_Task to carry out:_ Please report how many lines in the following material hold the string "Inverness", giving only the number.
■ ■ ■ ■ ■ ■ ■
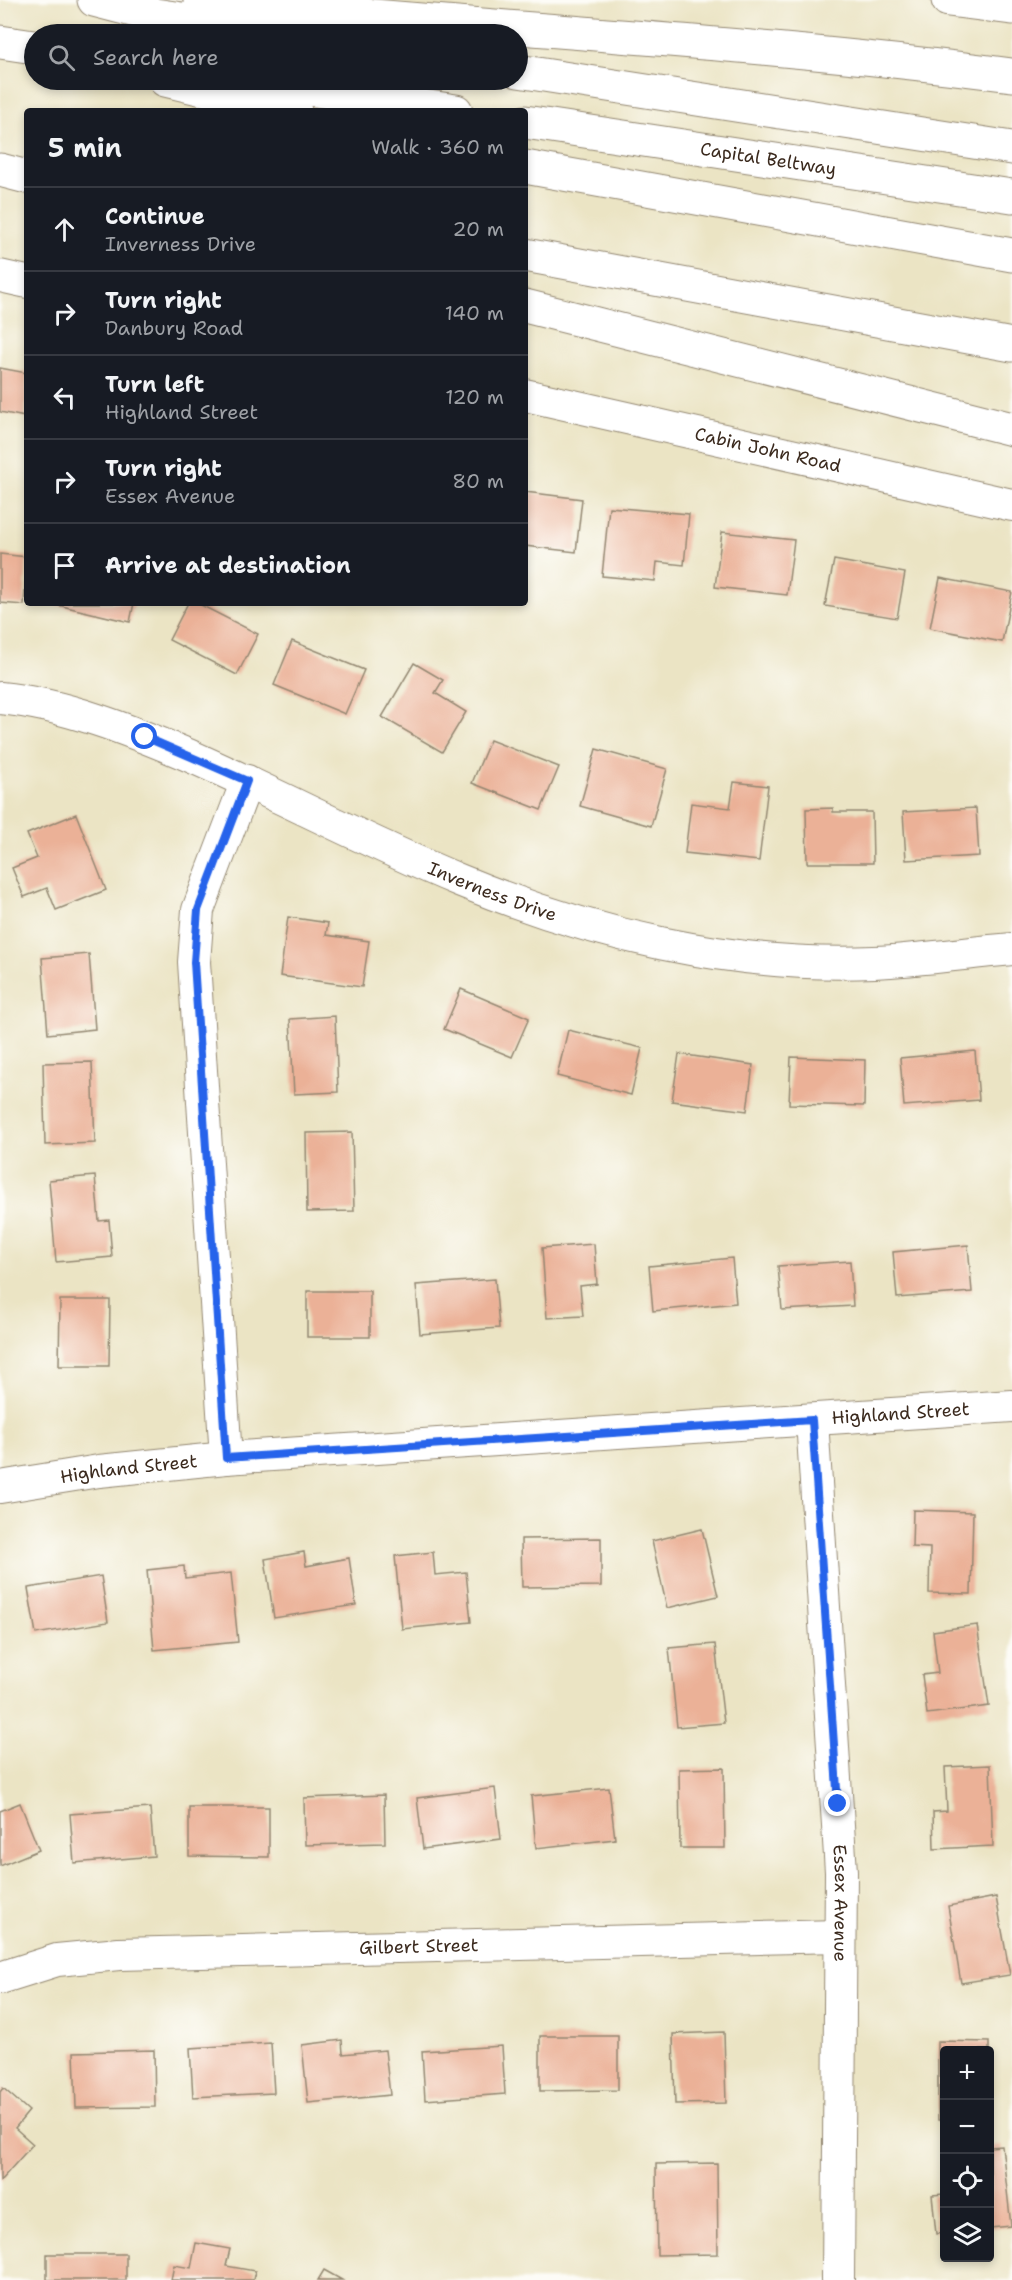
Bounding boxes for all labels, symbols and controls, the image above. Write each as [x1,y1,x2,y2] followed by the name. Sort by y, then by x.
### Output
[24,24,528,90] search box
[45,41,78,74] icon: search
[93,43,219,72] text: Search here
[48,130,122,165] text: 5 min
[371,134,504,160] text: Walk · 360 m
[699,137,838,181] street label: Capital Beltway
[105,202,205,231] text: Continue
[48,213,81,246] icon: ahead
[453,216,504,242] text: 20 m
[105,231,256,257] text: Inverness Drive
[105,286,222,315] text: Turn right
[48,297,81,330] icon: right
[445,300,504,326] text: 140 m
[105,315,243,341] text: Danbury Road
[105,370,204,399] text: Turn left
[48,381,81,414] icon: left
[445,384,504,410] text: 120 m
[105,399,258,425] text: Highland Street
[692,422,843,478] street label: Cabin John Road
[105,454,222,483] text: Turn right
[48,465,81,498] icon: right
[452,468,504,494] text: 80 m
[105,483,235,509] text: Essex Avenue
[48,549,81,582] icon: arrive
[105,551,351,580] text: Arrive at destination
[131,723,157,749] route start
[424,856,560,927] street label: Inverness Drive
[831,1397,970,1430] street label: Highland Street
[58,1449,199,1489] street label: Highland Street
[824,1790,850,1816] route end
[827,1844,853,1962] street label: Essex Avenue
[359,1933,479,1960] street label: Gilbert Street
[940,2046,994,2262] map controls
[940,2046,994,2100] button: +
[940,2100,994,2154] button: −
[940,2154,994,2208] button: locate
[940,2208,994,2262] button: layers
■ ■ ■ ■ ■ ■ ■
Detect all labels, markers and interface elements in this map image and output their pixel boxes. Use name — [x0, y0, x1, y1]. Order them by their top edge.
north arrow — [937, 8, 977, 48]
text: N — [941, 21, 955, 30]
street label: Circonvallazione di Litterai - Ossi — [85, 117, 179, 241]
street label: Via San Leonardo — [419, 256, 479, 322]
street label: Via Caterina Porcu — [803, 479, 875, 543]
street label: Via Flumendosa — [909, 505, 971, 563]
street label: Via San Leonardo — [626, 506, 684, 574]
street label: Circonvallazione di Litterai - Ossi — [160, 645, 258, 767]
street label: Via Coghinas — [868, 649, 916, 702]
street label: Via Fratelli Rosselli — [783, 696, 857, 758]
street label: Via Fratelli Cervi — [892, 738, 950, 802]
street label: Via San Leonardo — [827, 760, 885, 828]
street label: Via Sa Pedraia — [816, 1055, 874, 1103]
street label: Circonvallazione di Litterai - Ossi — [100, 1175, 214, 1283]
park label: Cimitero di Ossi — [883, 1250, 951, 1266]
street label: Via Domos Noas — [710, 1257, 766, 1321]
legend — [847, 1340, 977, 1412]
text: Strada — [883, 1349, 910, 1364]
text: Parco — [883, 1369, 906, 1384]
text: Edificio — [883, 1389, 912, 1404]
■ ■ ■ ■ ■ ■ ■
_Output for this task:_ 2